Three of the studies presented in this issue took on the challenging task of delivering interventions beyond universal, at the selective or tiered levels. In Fast Track (Conduct Problems Prevention Research Group 2013), children were screened in kindergarten, but the intervention didn’t begin until grade 1 (and continued thru grade 10). Such children often come from homes with multiple and often severe problems (e.g., parental psychopathology and heavy substance use), are likely at genetic risk, and also have likely experienced poor parenting such as neglect and harsh discipline. Intervention effects were not found to the timing of first sexual intercourse, pregnancy, or STI contraction through grade 11 (ages 16–17 years). It is possible that significant prevention effects may be found at older ages, as in the prior studies discussed. The Caruthers et al. (2013) study involved a multilevel intervention with a brief motivational Family Check-Up followed by more intensive family based treatment where this was indicated for adolescents (grade 6) and their families. Whereas the intervention did not have direct effects on sexual risk behavior at age 22 years, indirect effects were found related to improvement in family relationship quality. Finally, the Skinner et al. (2013) study involved a family focused treatment for parents (with children aged 3–14 years) involved in methadone treatment and one follow-up conducted approximately 13 years later. The intervention was not found to affect the sexual risk behavior outcomes.

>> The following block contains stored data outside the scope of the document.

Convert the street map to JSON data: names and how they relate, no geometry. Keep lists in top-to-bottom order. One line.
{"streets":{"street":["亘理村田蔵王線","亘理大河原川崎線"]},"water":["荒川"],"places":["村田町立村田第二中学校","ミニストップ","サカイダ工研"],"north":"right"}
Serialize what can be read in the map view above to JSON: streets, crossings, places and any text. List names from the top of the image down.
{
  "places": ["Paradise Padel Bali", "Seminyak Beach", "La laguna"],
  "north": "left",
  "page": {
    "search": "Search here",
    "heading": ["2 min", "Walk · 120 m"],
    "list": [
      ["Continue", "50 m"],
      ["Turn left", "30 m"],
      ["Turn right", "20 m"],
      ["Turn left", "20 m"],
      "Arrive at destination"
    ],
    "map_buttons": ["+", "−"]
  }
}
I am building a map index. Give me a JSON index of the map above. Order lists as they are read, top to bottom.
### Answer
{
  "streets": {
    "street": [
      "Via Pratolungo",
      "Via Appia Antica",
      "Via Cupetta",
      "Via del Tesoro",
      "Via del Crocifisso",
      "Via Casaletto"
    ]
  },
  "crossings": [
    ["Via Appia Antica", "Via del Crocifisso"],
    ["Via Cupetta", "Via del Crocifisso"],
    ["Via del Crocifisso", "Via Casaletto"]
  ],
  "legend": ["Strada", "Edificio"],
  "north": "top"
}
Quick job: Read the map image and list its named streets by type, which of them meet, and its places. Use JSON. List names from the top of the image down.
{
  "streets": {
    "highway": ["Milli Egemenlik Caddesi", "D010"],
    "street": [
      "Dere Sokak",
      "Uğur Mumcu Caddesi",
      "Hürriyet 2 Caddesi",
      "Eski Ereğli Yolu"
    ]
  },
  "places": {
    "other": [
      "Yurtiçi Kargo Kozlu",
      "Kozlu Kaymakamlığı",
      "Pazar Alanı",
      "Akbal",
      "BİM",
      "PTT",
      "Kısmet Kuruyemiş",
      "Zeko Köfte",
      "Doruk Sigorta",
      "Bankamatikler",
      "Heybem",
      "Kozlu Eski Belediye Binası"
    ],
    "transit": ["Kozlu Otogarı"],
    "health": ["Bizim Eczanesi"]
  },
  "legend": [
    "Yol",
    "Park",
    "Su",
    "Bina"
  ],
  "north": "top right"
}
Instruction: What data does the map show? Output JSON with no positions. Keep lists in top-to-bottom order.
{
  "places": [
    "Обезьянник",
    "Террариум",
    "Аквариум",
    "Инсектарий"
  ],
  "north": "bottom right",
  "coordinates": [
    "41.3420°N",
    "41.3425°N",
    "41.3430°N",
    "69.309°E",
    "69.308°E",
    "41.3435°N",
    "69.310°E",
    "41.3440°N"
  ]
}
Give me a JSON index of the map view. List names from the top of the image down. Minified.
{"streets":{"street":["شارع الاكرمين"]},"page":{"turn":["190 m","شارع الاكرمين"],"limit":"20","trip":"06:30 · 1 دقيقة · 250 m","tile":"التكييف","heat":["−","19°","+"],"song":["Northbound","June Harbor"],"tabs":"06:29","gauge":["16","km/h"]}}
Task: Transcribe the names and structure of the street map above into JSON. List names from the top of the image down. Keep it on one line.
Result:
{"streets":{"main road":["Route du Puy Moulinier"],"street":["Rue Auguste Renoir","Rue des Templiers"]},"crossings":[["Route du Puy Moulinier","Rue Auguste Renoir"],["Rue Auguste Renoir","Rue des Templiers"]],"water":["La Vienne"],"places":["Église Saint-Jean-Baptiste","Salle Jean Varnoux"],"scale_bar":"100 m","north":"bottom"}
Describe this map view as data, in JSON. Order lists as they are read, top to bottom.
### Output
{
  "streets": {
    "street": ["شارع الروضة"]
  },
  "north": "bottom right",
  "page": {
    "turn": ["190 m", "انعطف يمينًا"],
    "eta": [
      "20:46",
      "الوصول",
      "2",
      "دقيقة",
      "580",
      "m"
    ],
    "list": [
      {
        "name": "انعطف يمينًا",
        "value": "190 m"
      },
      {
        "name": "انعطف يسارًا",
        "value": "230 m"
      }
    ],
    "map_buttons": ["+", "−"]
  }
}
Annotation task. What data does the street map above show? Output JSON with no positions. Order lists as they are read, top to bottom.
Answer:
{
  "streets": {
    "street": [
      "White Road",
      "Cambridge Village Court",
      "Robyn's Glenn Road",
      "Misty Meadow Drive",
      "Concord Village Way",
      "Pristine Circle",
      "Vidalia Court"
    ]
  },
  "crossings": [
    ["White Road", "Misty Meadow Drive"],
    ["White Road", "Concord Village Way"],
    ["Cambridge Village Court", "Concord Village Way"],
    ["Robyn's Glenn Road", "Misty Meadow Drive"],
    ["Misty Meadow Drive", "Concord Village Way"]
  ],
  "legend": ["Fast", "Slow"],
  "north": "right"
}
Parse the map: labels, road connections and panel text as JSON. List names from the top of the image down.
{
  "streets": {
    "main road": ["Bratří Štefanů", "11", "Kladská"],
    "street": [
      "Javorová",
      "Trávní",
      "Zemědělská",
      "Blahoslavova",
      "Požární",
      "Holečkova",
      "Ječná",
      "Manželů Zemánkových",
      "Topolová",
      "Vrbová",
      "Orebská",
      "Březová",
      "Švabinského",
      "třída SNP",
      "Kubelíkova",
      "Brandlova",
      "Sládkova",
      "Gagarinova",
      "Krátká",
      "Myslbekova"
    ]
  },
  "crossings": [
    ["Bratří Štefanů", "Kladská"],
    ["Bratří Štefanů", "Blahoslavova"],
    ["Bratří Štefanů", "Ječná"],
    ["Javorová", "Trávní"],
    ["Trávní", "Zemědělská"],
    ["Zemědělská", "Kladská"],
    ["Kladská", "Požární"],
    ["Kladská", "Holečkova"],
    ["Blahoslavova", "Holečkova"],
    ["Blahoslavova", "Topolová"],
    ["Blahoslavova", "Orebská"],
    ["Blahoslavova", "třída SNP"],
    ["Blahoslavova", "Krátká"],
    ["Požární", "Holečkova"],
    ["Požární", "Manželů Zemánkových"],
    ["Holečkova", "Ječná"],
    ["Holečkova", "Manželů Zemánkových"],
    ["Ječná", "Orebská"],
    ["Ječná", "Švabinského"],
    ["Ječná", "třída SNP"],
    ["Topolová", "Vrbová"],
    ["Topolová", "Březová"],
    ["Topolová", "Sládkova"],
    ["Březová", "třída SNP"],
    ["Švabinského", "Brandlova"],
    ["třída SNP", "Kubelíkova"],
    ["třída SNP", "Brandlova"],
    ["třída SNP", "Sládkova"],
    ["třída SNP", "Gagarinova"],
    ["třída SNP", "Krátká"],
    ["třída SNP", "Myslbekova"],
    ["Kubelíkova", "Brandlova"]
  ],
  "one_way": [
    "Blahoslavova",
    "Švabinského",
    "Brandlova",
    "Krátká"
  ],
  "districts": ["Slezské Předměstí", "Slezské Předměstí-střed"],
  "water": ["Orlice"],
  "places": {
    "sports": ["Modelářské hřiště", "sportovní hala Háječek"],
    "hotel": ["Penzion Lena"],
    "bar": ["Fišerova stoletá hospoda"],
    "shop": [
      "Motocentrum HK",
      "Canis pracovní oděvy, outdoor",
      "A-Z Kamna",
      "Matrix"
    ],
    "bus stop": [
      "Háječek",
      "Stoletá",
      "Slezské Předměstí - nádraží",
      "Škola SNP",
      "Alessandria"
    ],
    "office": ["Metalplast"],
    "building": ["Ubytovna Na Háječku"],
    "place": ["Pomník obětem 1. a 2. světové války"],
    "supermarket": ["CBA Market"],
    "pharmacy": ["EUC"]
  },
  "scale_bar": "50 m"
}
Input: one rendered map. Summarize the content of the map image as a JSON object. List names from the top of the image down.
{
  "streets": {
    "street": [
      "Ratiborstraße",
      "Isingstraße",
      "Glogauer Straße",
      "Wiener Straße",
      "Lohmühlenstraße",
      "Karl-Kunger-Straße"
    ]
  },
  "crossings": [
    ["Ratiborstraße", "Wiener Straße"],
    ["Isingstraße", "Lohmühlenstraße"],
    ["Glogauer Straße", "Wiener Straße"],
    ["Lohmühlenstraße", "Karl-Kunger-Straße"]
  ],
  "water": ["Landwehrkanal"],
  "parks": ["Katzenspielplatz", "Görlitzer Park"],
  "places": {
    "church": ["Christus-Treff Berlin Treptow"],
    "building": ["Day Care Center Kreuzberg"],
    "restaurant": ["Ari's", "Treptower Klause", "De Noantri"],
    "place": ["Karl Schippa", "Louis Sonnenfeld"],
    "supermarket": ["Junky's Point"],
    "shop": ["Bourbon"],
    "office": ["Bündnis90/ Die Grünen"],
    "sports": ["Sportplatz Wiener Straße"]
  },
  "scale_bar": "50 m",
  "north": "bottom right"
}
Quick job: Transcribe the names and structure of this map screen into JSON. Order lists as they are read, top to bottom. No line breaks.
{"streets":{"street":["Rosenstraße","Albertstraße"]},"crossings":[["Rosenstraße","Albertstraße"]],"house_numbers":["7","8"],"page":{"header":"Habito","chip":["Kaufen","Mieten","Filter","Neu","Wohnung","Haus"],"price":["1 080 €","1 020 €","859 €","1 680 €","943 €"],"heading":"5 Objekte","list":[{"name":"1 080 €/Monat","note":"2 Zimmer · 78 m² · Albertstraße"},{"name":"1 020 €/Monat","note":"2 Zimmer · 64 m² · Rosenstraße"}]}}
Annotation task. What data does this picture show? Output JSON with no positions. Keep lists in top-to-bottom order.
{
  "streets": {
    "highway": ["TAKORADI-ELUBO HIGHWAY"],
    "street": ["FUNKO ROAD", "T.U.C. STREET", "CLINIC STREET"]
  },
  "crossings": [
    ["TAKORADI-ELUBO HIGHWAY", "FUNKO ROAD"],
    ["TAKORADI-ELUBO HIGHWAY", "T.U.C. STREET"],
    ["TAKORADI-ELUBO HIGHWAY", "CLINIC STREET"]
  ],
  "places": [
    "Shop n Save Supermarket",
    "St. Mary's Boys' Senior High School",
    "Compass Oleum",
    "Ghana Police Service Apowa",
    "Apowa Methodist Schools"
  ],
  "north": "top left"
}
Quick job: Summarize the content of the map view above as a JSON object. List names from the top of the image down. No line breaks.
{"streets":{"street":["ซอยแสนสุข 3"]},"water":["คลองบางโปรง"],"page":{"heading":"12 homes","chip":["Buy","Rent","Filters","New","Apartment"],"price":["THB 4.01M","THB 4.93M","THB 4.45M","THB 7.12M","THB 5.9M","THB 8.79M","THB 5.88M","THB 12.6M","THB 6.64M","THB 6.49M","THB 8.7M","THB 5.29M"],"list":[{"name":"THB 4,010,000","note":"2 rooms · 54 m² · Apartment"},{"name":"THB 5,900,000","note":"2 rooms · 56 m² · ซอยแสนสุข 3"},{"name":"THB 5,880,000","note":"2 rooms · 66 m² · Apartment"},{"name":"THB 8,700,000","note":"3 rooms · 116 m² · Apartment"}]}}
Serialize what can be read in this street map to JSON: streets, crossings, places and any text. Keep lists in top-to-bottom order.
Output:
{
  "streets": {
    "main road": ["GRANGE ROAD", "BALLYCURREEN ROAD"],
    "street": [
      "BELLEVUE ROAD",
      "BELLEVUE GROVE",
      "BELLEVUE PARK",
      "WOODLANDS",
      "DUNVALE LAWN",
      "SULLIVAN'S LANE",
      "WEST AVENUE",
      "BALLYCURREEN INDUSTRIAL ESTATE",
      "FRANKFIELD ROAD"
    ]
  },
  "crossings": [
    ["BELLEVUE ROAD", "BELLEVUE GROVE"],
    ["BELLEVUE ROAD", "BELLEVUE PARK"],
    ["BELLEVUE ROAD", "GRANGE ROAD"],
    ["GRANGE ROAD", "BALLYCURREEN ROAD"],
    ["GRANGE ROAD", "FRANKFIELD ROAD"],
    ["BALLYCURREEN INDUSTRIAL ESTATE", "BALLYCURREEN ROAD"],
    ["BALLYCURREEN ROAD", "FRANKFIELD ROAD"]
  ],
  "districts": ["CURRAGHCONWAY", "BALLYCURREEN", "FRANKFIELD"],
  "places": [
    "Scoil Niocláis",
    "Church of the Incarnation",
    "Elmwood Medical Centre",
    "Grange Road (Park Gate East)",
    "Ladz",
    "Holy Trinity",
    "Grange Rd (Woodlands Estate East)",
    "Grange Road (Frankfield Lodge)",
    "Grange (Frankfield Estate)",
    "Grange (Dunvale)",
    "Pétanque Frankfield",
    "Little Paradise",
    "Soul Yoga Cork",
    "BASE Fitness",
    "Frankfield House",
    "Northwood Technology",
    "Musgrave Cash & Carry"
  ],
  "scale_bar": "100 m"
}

Given that the interventions showing stronger effects were, in general, universal in design, it is tempting to conclude that the effects in those studies were more likely for the moderately at-risk rather than the higher-risk youth. However, the Spoth et al. (2013) study had substantial effects on the outcomes, and the Kellam et al. (2013) study showed effects for the highest-risk boys. The GBG intervention may be particularly influential for high-risk children when delivered at age 6 to 7 years, and has the advantage that all children are included.

One difficult issue that was not addressed in these studies is the role of child sexual abuse in later sexual risk behaviors. A disturbingly large number of children and adolescents, particularly in high-risk populations, are coerced into sexual acts, which puts them at risk for ongoing sexual activity and STIs (Jones et al. 2010). This is a very difficult issue to tackle in research, particularly in a community study where school and family participation is severely compromised if such issues are assessed and reported to the police. If sexual abuse was assessed within prevention programs (at least when these are in dissemination rather than initial testing phase), it is possible that such children at high risk for STIs could be referred for more intensive prevention or treatment programs that could help them avoid problematic health outcomes.

In conclusion, the studies presented here make exemplary use of prior preventive interventions to address the issue of promotion of long-term health by prevention of sexual risk behaviors. The findings of these studies provide very encouraging evidence that prevention of conduct problems and substance use using a variety of approaches and with differing populations can have multiple benefits stretching into adulthood. In particular, findings reinforce the fact that universal early interventions addressing root causes of such behaviors can be one of the most powerful and cost-effective approaches, considering the savings related to public health and crime avoidance that accumulate over time.